[[ Material for the task open ]]
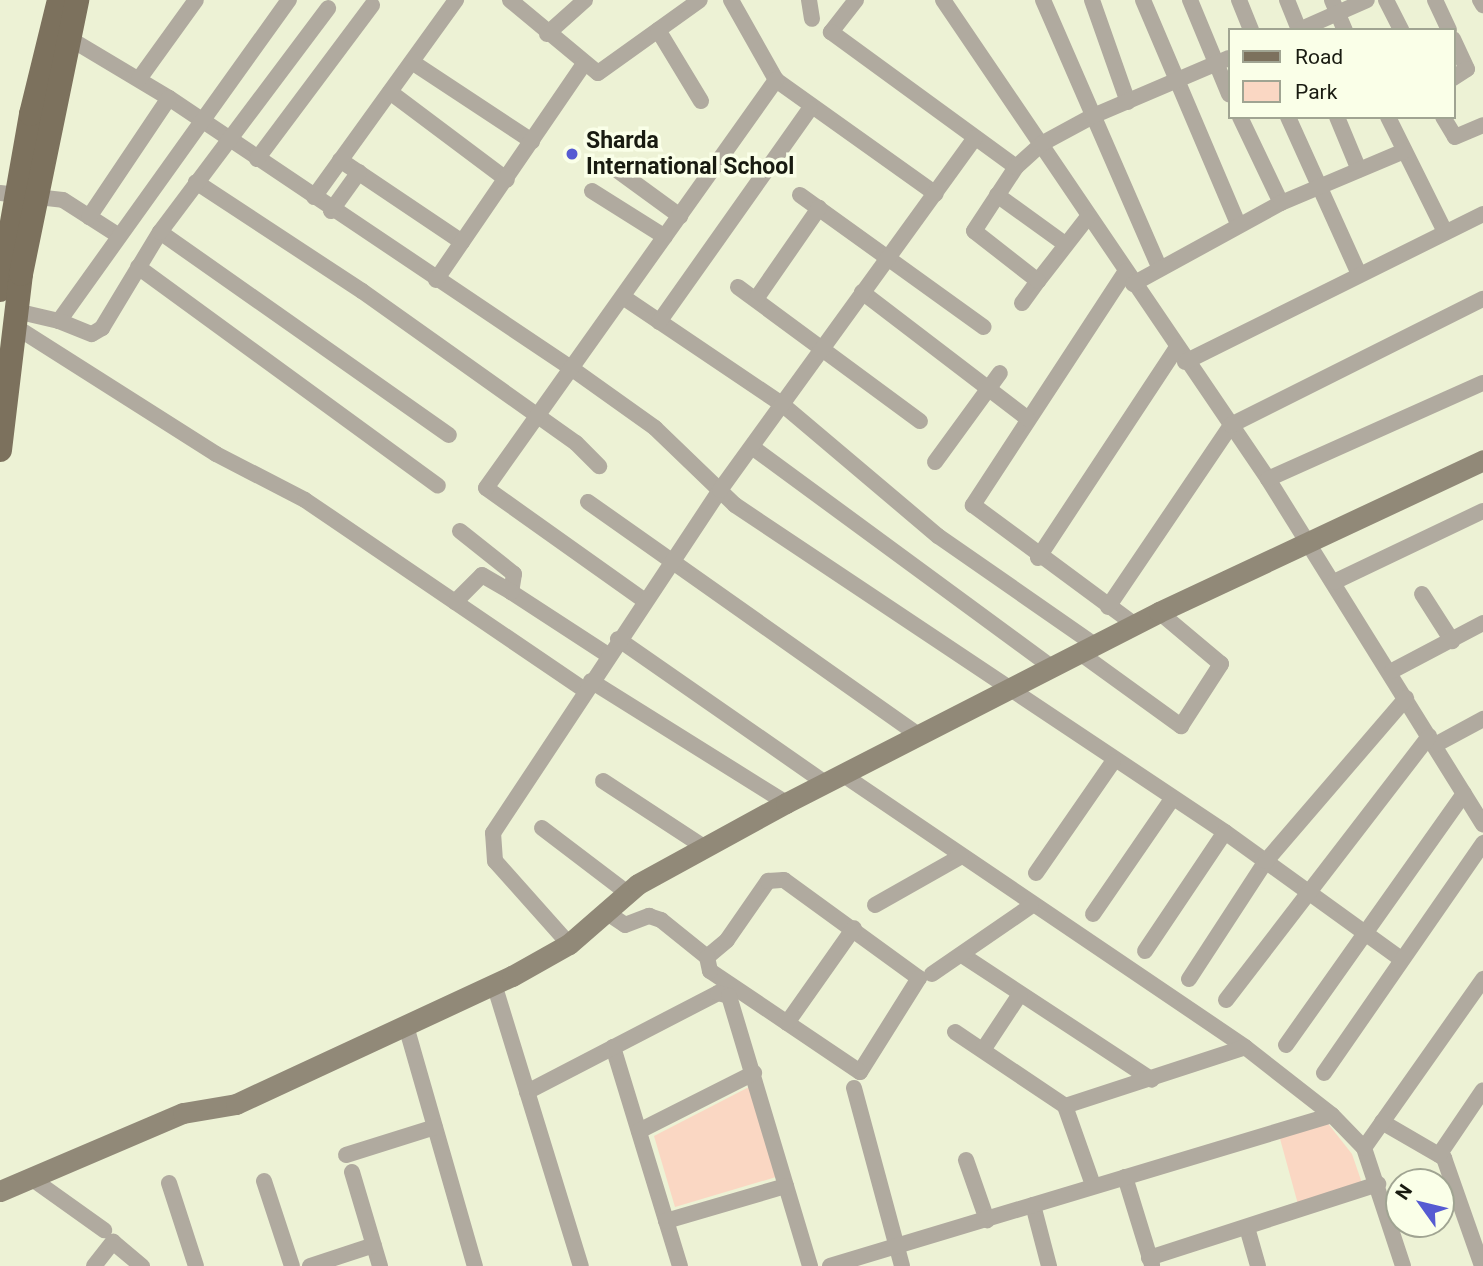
<!DOCTYPE html>
<style>
body{margin:0}
#map{position:relative;width:1483px;height:1266px;overflow:hidden;background:#edf2d5;font-family:Roboto,sans-serif}
div>[style]{position:absolute}
[style*='--x']{left:calc(var(--x)*1px);top:calc(var(--y)*1px);width:calc(var(--w)*1px);rotate:calc(var(--a)*1deg)}
.green>*{inset:0;background:#fad7c3}
.street>*{height:16px;margin:-8px;padding:0 8px;transform-origin:8px;border-radius:8px;background:#b0aa9f}
.secondary>*{height:21px;margin:-10.5px;padding:0 10.5px;transform-origin:10.5px;border-radius:10.5px;background:#918978}
.primary>*{height:24px;margin:-12px;padding:0 12px;transform-origin:12px;border-radius:12px;background:#7c715d}
.dots>*{width:19px;height:19px;translate:-50% -50%;box-sizing:border-box;border:4px solid #faffe8;border-radius:50%}
span{translate:-50% -50%;white-space:nowrap;text-align:center;line-height:1.15;-webkit-text-stroke:7px #faffe8;paint-order:stroke}
.poi-label{font-size:23px;color:#191b11;font-weight:700}
.left{translate:0 -50%;text-align:left}
.legend{position:absolute;left:1228px;top:28px;width:228px;height:91px;box-sizing:border-box;background:#faffe8;border:2px solid #a0a492;margin:0;padding:9px 12px;list-style:none;font-size:21px;color:#191b11}
.legend li{display:flex;align-items:center;gap:14px;height:35px}
.legend b{width:35px;border:2px solid #a0a492}
.north{position:absolute;left:1385px;top:1168px;width:70px;height:70px;box-sizing:border-box;background:#faffe8;border:2px solid #a0a492;border-radius:50%;rotate:304deg;font-size:19px;font-weight:700;line-height:28px;text-align:center;color:#191b11}
.north::after{content:'';display:block;margin:auto;width:24px;height:32px;background:#565bd2;clip-path:polygon(50% 0,100% 100%,50% 72%,0 100%)}
</style>
<div id="map">
<div class="green">
<i style="clip-path:polygon(749px 1087px,776px 1177px,675px 1207px,654px 1136px)"></i>
<i style="clip-path:polygon(1326px 1121px,1352px 1154px,1364px 1189px,1299px 1208px,1279px 1135px)"></i>
</div>
<div class="street">
<i style="--x:510;--y:0;--w:114;--a:39.7"></i>
<i style="--x:598;--y:73;--w:125;--a:-35.6"></i>
<i style="--x:731;--y:0;--w:92;--a:60.6"></i>
<i style="--x:776;--y:80;--w:196;--a:35.5"></i>
<i style="--x:809;--y:0;--w:19;--a:81"></i>
<i style="--x:856;--y:0;--w:41;--a:128"></i>
<i style="--x:831;--y:32;--w:229;--a:36.1"></i>
<i style="--x:943;--y:0;--w:579;--a:55.84"></i>
<i style="--x:1268;--y:479;--w:407;--a:58.1"></i>
<i style="--x:1043;--y:0;--w:291;--a:66.5"></i>
<i style="--x:1092;--y:0;--w:108;--a:70.6"></i>
<i style="--x:1143;--y:0;--w:243;--a:67"></i>
<i style="--x:1190;--y:0;--w:102;--a:67.5"></i>
<i style="--x:1239;--y:0;--w:32;--a:68"></i>
<i style="--x:1287;--y:0;--w:32;--a:68"></i>
<i style="--x:1332;--y:0;--w:33;--a:67"></i>
<i style="--x:1386;--y:0;--w:34;--a:63"></i>
<i style="--x:1435;--y:0;--w:33;--a:65"></i>
<i style="--x:1480;--y:0;--w:6;--a:59"></i>
<i style="--x:658;--y:30;--w:83;--a:58.8"></i>
<i style="--x:1299;--y:30;--w:74;--a:-23.8"></i>
<i style="--x:62;--y:34;--w:125;--a:30.9"></i>
<i style="--x:169;--y:98;--w:484;--a:33.9"></i>
<i style="--x:571;--y:368;--w:103;--a:35.5"></i>
<i style="--x:655;--y:428;--w:111;--a:43.9"></i>
<i style="--x:735;--y:505;--w:589;--a:33.72"></i>
<i style="--x:1225;--y:832;--w:217;--a:35.8"></i>
<i style="--x:547;--y:34;--w:51;--a:-41.8"></i>
<i style="--x:1453;--y:39;--w:33;--a:65"></i>
<i style="--x:1467;--y:69;--w:17;--a:147"></i>
<i style="--x:412;--y:62;--w:144;--a:33.4"></i>
<i style="--x:139;--y:79;--w:97;--a:-54.2"></i>
<i style="--x:390;--y:92;--w:146;--a:36.9"></i>
<i style="--x:1240;--y:117;--w:95;--a:64.5"></i>
<i style="--x:1288;--y:117;--w:172;--a:65.7"></i>
<i style="--x:1337;--y:117;--w:57;--a:67.5"></i>
<i style="--x:1388;--y:117;--w:126;--a:63.6"></i>
<i style="--x:1443;--y:117;--w:23;--a:59"></i>
<i style="--x:1455;--y:137;--w:30;--a:-23"></i>
<i style="--x:257;--y:159;--w:192;--a:-53.2"></i>
<i style="--x:340;--y:160;--w:147;--a:33.9"></i>
<i style="--x:610;--y:165;--w:87;--a:36.1"></i>
<i style="--x:196;--y:182;--w:199;--a:33.3"></i>
<i style="--x:362;--y:291;--w:262;--a:35.4"></i>
<i style="--x:576;--y:443;--w:33;--a:45"></i>
<i style="--x:592;--y:191;--w:86;--a:32.2"></i>
<i style="--x:0;--y:193;--w:63;--a:6.3"></i>
<i style="--x:63;--y:200;--w:63;--a:32.7"></i>
<i style="--x:800;--y:195;--w:226;--a:35.7"></i>
<i style="--x:997;--y:195;--w:84;--a:35.8"></i>
<i style="--x:314;--y:197;--w:243;--a:-54.2"></i>
<i style="--x:331;--y:211;--w:48;--a:-54.3"></i>
<i style="--x:89;--y:217;--w:143;--a:-56.1"></i>
<i style="--x:160;--y:232;--w:353;--a:35.1"></i>
<i style="--x:138;--y:267;--w:371;--a:36.1"></i>
<i style="--x:1126;--y:271;--w:280;--a:123.2"></i>
<i style="--x:973;--y:505;--w:202;--a:36.5"></i>
<i style="--x:436;--y:280;--w:262;--a:-55.6"></i>
<i style="--x:1038;--y:281;--w:80;--a:-52.1"></i>
<i style="--x:1133;--y:284;--w:169;--a:-28.7"></i>
<i style="--x:1281;--y:203;--w:134;--a:-22.9"></i>
<i style="--x:738;--y:287;--w:226;--a:36.4"></i>
<i style="--x:862;--y:292;--w:208;--a:37.4"></i>
<i style="--x:623;--y:297;--w:193;--a:34"></i>
<i style="--x:783;--y:405;--w:203;--a:40.2"></i>
<i style="--x:938;--y:536;--w:191;--a:34.8"></i>
<i style="--x:756;--y:299;--w:111;--a:-55.3"></i>
<i style="--x:1022;--y:303;--w:27;--a:-54"></i>
<i style="--x:1038;--y:281;--w:81;--a:-142"></i>
<i style="--x:974;--y:231;--w:77;--a:-56.7"></i>
<i style="--x:1016;--y:167;--w:36;--a:-42"></i>
<i style="--x:1043;--y:143;--w:57;--a:-28.4"></i>
<i style="--x:1093;--y:116;--w:148;--a:-23.1"></i>
<i style="--x:16;--y:311;--w:44;--a:13.1"></i>
<i style="--x:59;--y:321;--w:395;--a:-54.4"></i>
<i style="--x:59;--y:321;--w:35;--a:22"></i>
<i style="--x:92;--y:334;--w:12;--a:-31"></i>
<i style="--x:102;--y:328;--w:112;--a:-58.9"></i>
<i style="--x:160;--y:232;--w:280;--a:-53.1"></i>
<i style="--x:659;--y:322;--w:261;--a:-54.7"></i>
<i style="--x:16;--y:327;--w:237;--a:32.4"></i>
<i style="--x:216;--y:454;--w:100;--a:27.3"></i>
<i style="--x:305;--y:500;--w:340;--a:34.2"></i>
<i style="--x:1185;--y:362;--w:333;--a:-26.4"></i>
<i style="--x:752;--y:447;--w:371;--a:36.3"></i>
<i style="--x:935;--y:462;--w:110;--a:-53.9"></i>
<i style="--x:1268;--y:479;--w:235;--a:-24.1"></i>
<i style="--x:588;--y:502;--w:404;--a:35.2"></i>
<i style="--x:460;--y:531;--w:69;--a:38.5"></i>
<i style="--x:514;--y:574;--w:18;--a:99"></i>
<i style="--x:511;--y:592;--w:116;--a:33"></i>
<i style="--x:1038;--y:558;--w:253;--a:-56.6"></i>
<i style="--x:1334;--y:582;--w:165;--a:-25.5"></i>
<i style="--x:1422;--y:594;--w:56;--a:57.4"></i>
<i style="--x:645;--y:601;--w:195;--a:-144.6"></i>
<i style="--x:486;--y:488;--w:501;--a:-54.6"></i>
<i style="--x:455;--y:602;--w:38;--a:-45"></i>
<i style="--x:482;--y:575;--w:34;--a:30"></i>
<i style="--x:1108;--y:607;--w:220;--a:-55.9"></i>
<i style="--x:1231;--y:425;--w:282;--a:-26.6"></i>
<i style="--x:618;--y:639;--w:252;--a:34.8"></i>
<i style="--x:1080;--y:653;--w:125;--a:35.9"></i>
<i style="--x:1181;--y:726;--w:74;--a:-57.2"></i>
<i style="--x:1221;--y:664;--w:81;--a:-140"></i>
<i style="--x:1392;--y:671;--w:103;--a:-27.8"></i>
<i style="--x:591;--y:681;--w:230;--a:32"></i>
<i style="--x:1435;--y:745;--w:55;--a:-28.4"></i>
<i style="--x:842;--y:774;--w:487;--a:34.1"></i>
<i style="--x:1245;--y:1047;--w:110;--a:38"></i>
<i style="--x:1332;--y:1115;--w:46;--a:45.9"></i>
<i style="--x:1364;--y:1148;--w:124;--a:71.7"></i>
<i style="--x:603;--y:781;--w:124;--a:33.2"></i>
<i style="--x:542;--y:828;--w:106;--a:37.3"></i>
<i style="--x:1036;--y:873;--w:135;--a:-55.3"></i>
<i style="--x:875;--y:905;--w:98;--a:-29.5"></i>
<i style="--x:606;--y:912;--w:23;--a:34"></i>
<i style="--x:625;--y:925;--w:26;--a:-21"></i>
<i style="--x:649;--y:916;--w:13;--a:18"></i>
<i style="--x:661;--y:920;--w:59;--a:38.8"></i>
<i style="--x:707;--y:957;--w:26;--a:-40"></i>
<i style="--x:727;--y:940;--w:72;--a:-55.2"></i>
<i style="--x:768;--y:881;--w:16;--a:-4"></i>
<i style="--x:784;--y:880;--w:167;--a:36"></i>
<i style="--x:919;--y:978;--w:111;--a:122.1"></i>
<i style="--x:860;--y:1072;--w:181;--a:-146"></i>
<i style="--x:710;--y:971;--w:14;--a:-102"></i>
<i style="--x:1093;--y:914;--w:140;--a:-55.5"></i>
<i style="--x:569;--y:944;--w:111;--a:-131.7"></i>
<i style="--x:495;--y:861;--w:28;--a:-94"></i>
<i style="--x:493;--y:833;--w:411;--a:-56.5"></i>
<i style="--x:720;--y:490;--w:435;--a:-54.1"></i>
<i style="--x:1145;--y:951;--w:143;--a:-56.1"></i>
<i style="--x:962;--y:955;--w:227;--a:33.3"></i>
<i style="--x:932;--y:974;--w:120;--a:-34.5"></i>
<i style="--x:1189;--y:979;--w:141;--a:-56.9"></i>
<i style="--x:1266;--y:861;--w:215;--a:-49.3"></i>
<i style="--x:494;--y:984;--w:295;--a:72.9"></i>
<i style="--x:1226;--y:1000;--w:333;--a:-52.4"></i>
<i style="--x:787;--y:1023;--w:116;--a:-54.8"></i>
<i style="--x:406;--y:1026;--w:250;--a:74"></i>
<i style="--x:955;--y:1032;--w:133;--a:33.9"></i>
<i style="--x:1065;--y:1106;--w:84;--a:70.5"></i>
<i style="--x:1286;--y:1045;--w:308;--a:-54.7"></i>
<i style="--x:613;--y:1047;--w:229;--a:73"></i>
<i style="--x:983;--y:1050;--w:67;--a:-56.5"></i>
<i style="--x:1324;--y:1073;--w:280;--a:-55.3"></i>
<i style="--x:854;--y:1088;--w:184;--a:74.9"></i>
<i style="--x:527;--y:1092;--w:215;--a:-27.4"></i>
<i style="--x:718;--y:993;--w:11;--a:15"></i>
<i style="--x:729;--y:996;--w:282;--a:73.3"></i>
<i style="--x:1065;--y:1106;--w:189;--a:-18.1"></i>
<i style="--x:1382;--y:1122;--w:72;--a:30.1"></i>
<i style="--x:1444;--y:1158;--w:114;--a:70.6"></i>
<i style="--x:639;--y:1131;--w:129;--a:-26.8"></i>
<i style="--x:1364;--y:1148;--w:207;--a:-54.8"></i>
<i style="--x:346;--y:1155;--w:93;--a:-17.5"></i>
<i style="--x:1439;--y:1155;--w:78;--a:-55.9"></i>
<i style="--x:966;--y:1160;--w:64;--a:70.7"></i>
<i style="--x:352;--y:1172;--w:98;--a:73.4"></i>
<i style="--x:1125;--y:1177;--w:92;--a:72.9"></i>
<i style="--x:31;--y:1178;--w:90;--a:35.5"></i>
<i style="--x:264;--y:1181;--w:89;--a:71.8"></i>
<i style="--x:169;--y:1183;--w:87;--a:72"></i>
<i style="--x:1033;--y:1205;--w:63;--a:75.3"></i>
<i style="--x:666;--y:1221;--w:125;--a:-16.3"></i>
<i style="--x:1248;--y:1231;--w:36;--a:74"></i>
<i style="--x:1149;--y:1258;--w:241;--a:-17.9"></i>
<i style="--x:94;--y:1266;--w:31;--a:-52"></i>
<i style="--x:113;--y:1242;--w:38;--a:40"></i>
<i style="--x:310;--y:1266;--w:67;--a:-18.2"></i>
<i style="--x:830;--y:1266;--w:524;--a:-16.74"></i>
</div>
<div class="secondary">
<i style="--x:0;--y:1191;--w:199;--a:-23.1"></i>
<i style="--x:183;--y:1113;--w:54;--a:-9.6"></i>
<i style="--x:236;--y:1104;--w:304;--a:-24.9"></i>
<i style="--x:512;--y:976;--w:65;--a:-29.3"></i>
<i style="--x:569;--y:944;--w:91;--a:-41"></i>
<i style="--x:638;--y:884;--w:169;--a:-28.7"></i>
<i style="--x:786;--y:803;--w:419;--a:-27.1"></i>
<i style="--x:1159;--y:612;--w:358;--a:-25.1"></i>
</div>
<div class="primary">
<i style="--x:0;--y:290;--w:179;--a:-80"></i>
<i style="--x:31;--y:114;--w:117;--a:-76.2"></i>
<i style="--x:0;--y:450;--w:177;--a:-83.2"></i>
<i style="--x:21;--y:274;--w:280;--a:-78.4"></i>
</div>
<div class="dots">
<i style="left:572px;top:154px;background:#565bd2"></i>
</div>
<div class="poi-label">
<span class="left" style="left:586px;top:154px">Sharda<br>International School</span>
</div>
<ul class="legend">
<li><b style="height:9px;background:#7c715d"></b>Road</li>
<li><b style="height:19px;background:#fad7c3"></b>Park</li>
</ul>
<div class="north">N</div>
</div>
[[ Material for the task closed ]]
The problem: Report all lines of the data that include the word "span".

Solution for this exercise:
span{translate:-50% -50%;white-space:nowrap;text-align:center;line-height:1.15;-webkit-text-stroke:7px #faffe8;paint-order:stroke}
<span class="left" style="left:586px;top:154px">Sharda<br>International School</span>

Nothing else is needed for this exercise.